Thanks for the positive non-easy complex steroid link facts. Next up AFIB interaction or contraindications as they say, I think. I brought up my AFIB heart rhythm concerns way back in 2018 to my EP doctor #1. He said at that time my ADT meds, Lupron and Casodex would not have any issues causing Long Qtc rhythm glitches; reasoning I tend to have had a high HR, not low tending HR. Yes, I've got an ICD/Pacemaker to correct Low or High HR's within limits. I've also asked EP #4(yeh on # 4 EP doc) the same things now on Abiraterone and Pred. He says pretty much the same thing. Don't worry about ADT interference, yet.
Also There is beginning to be some discussion about whether the lung disease caused by this virus is in fact immune mediated. There is a small amount of evidence from China that there was no evidence of patients with significant immune suppression at greater risk of death. This is the opposite to what occurs in most viral infection so I am sceptical but you never know. If that is true then maybe ADT isn’t such a great idea. This is a fairly evidence Freezone but hopefully over the next few weeks to months crunching the rapidly increasing data will give us more accuracy.

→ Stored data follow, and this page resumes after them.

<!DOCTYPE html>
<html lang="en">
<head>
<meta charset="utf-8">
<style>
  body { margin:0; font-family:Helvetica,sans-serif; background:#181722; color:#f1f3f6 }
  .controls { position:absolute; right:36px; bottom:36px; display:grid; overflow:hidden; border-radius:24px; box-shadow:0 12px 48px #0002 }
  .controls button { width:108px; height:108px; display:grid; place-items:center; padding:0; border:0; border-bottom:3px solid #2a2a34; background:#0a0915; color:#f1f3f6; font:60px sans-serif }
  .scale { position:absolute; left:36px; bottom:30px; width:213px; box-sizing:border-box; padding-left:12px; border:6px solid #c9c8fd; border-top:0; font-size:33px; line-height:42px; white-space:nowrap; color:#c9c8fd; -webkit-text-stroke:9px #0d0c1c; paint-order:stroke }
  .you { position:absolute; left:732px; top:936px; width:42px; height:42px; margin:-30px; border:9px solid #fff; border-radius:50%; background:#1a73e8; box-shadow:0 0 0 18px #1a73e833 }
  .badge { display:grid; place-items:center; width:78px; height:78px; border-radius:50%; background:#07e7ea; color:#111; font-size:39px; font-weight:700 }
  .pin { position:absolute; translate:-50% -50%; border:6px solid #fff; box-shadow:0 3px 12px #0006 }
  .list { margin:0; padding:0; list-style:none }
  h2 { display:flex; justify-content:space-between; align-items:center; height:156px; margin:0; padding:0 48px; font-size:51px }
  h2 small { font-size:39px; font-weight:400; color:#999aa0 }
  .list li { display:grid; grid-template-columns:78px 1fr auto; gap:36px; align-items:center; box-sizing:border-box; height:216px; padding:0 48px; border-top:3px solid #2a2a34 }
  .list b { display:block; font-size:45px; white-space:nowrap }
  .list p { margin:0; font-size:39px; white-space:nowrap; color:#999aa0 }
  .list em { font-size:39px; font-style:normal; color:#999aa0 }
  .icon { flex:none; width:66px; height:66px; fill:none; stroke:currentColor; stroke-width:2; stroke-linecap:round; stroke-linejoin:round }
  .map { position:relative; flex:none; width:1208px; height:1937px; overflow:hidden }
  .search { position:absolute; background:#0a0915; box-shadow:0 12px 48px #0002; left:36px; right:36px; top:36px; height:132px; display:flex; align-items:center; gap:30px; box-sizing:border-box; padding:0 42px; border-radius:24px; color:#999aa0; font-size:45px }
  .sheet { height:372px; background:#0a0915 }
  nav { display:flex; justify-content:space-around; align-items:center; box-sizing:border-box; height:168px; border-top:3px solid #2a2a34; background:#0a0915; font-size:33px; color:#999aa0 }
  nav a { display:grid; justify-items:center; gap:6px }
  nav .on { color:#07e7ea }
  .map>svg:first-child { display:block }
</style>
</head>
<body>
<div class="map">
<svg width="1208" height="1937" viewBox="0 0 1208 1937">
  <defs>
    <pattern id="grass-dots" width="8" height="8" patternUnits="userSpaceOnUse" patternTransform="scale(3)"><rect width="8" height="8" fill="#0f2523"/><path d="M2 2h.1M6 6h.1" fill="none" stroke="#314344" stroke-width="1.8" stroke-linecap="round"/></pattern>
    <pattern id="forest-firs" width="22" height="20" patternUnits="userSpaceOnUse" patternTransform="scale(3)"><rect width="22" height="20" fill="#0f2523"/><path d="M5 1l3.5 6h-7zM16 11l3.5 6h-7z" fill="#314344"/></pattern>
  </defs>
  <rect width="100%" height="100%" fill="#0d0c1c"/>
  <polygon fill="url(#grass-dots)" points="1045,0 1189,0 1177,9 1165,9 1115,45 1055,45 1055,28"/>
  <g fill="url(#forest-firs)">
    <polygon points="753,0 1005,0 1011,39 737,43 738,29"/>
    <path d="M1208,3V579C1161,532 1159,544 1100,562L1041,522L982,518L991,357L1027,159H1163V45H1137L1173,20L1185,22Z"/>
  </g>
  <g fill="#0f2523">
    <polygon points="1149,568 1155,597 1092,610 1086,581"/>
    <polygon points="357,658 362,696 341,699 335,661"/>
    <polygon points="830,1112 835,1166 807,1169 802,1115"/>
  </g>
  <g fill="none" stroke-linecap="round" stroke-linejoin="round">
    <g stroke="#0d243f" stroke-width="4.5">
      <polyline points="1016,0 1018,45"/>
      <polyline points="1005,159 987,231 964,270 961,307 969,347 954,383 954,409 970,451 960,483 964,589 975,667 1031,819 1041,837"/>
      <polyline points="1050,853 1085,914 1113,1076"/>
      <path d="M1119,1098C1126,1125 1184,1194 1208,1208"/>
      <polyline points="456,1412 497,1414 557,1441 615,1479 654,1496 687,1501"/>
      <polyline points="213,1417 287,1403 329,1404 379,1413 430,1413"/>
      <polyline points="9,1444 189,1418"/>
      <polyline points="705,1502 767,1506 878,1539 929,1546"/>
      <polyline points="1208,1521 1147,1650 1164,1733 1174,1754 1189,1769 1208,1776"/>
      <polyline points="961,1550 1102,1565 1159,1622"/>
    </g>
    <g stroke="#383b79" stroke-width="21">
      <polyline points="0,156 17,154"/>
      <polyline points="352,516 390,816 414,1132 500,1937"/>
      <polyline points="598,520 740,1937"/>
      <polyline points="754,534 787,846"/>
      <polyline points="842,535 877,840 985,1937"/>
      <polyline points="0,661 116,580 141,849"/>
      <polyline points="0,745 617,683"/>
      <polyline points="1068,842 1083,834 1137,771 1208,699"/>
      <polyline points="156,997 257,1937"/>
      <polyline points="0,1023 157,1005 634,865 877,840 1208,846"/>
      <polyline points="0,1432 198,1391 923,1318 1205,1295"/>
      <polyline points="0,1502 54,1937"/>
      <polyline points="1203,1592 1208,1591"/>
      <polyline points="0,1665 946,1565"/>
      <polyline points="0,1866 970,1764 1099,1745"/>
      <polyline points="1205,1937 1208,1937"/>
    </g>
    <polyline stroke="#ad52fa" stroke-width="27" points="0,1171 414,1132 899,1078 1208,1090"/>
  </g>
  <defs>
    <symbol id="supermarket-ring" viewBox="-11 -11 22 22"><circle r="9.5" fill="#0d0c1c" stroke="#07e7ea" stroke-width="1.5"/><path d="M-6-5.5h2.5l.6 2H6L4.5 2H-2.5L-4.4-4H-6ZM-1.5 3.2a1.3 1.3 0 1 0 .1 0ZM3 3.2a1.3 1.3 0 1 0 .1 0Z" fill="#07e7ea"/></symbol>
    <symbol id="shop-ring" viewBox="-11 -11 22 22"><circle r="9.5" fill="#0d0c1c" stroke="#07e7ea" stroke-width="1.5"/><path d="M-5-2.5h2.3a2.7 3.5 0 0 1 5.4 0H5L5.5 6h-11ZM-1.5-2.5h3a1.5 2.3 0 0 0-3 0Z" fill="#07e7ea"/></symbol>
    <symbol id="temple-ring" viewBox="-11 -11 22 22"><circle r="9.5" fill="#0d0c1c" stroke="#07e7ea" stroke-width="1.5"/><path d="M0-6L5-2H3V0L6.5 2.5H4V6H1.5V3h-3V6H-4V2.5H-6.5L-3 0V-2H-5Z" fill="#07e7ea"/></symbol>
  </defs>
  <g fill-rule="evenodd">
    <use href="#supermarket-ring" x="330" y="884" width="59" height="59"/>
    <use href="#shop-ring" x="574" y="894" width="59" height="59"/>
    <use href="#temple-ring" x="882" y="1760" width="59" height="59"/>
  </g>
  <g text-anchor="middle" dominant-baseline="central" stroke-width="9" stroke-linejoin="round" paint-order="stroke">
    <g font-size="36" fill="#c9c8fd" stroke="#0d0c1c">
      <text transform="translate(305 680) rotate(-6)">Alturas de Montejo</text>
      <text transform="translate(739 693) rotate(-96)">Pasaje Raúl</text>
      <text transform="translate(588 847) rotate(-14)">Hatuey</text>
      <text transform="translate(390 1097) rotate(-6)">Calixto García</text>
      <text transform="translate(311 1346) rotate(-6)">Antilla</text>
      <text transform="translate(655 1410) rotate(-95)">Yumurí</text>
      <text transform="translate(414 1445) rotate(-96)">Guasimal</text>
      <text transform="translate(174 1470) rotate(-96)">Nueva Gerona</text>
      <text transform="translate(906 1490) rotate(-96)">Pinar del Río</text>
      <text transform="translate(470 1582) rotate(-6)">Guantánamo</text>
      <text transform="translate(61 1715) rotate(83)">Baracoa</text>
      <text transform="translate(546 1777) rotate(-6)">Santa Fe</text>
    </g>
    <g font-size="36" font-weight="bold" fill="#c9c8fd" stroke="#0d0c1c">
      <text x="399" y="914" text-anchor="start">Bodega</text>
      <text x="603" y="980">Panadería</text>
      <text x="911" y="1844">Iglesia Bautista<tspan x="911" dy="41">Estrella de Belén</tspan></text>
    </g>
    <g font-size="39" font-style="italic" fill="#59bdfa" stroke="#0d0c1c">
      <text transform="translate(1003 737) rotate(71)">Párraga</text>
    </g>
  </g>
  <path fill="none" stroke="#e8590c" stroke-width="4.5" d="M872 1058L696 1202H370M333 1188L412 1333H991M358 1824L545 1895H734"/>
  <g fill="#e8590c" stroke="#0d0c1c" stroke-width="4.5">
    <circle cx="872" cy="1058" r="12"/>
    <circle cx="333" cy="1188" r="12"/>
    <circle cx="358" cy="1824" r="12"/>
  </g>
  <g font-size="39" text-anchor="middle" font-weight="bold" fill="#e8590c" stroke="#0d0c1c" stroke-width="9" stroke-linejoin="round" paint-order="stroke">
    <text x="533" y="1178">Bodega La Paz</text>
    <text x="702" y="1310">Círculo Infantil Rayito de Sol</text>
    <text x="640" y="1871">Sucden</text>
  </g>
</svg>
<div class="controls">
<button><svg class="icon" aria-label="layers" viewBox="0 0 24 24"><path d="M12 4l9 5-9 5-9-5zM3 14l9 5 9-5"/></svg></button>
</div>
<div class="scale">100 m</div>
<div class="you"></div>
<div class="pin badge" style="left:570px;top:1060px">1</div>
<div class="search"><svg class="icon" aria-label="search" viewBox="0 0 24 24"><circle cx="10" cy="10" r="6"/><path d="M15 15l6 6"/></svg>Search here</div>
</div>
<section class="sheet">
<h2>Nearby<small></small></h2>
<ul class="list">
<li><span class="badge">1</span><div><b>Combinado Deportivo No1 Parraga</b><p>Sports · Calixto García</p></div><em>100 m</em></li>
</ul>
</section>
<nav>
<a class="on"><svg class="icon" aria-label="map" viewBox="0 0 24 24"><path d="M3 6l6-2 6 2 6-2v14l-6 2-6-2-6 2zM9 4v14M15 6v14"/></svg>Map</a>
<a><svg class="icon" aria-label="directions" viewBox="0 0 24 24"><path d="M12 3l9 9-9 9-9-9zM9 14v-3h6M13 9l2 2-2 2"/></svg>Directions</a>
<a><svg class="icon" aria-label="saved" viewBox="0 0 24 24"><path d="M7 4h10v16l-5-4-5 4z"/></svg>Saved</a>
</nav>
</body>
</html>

It’s interesting that the US Government Top down is task forcing this Virus. I’ve never ever seen so many medical number data talking peoples in my life. It’s great to see medicine, technology and government actually doing something.
I think BAT may not involve any exogenous source of E2, but rather when T increases in men, then its increased aromatization into estrogens makes for increased levels, given that endogenous source of E2.
Higher serum levels of T and E2 would likewise occur in men on AAM (antiandrogen monotherapy), like those taking Casodex only.
The proposal that ADT increases immune response COULD suggest, if it is true as suggested from some of the early data, that decreased immune function patients do better, means that we poor souls on ADT could be at more risk because we have a more potent immune response.
My brother suggests I mingle as much as possible in an attempt to get the covid-19 virus now, while there are still available ventilators. I am uncertain as to his motive.
John. I need advice. This winter while in Florida I spent a lot of time in the pool
Many times a woman would swim over near me and ask "who did your boob job, they look fantastic". I need a good answer and I immediately thought of you.🍸🍸🤠
Thanks for the positive info! An encouraging idea during troubled times. Makes me want to move from away from intermediate (after 3 more months) to consistent ADT--at least for a year or so!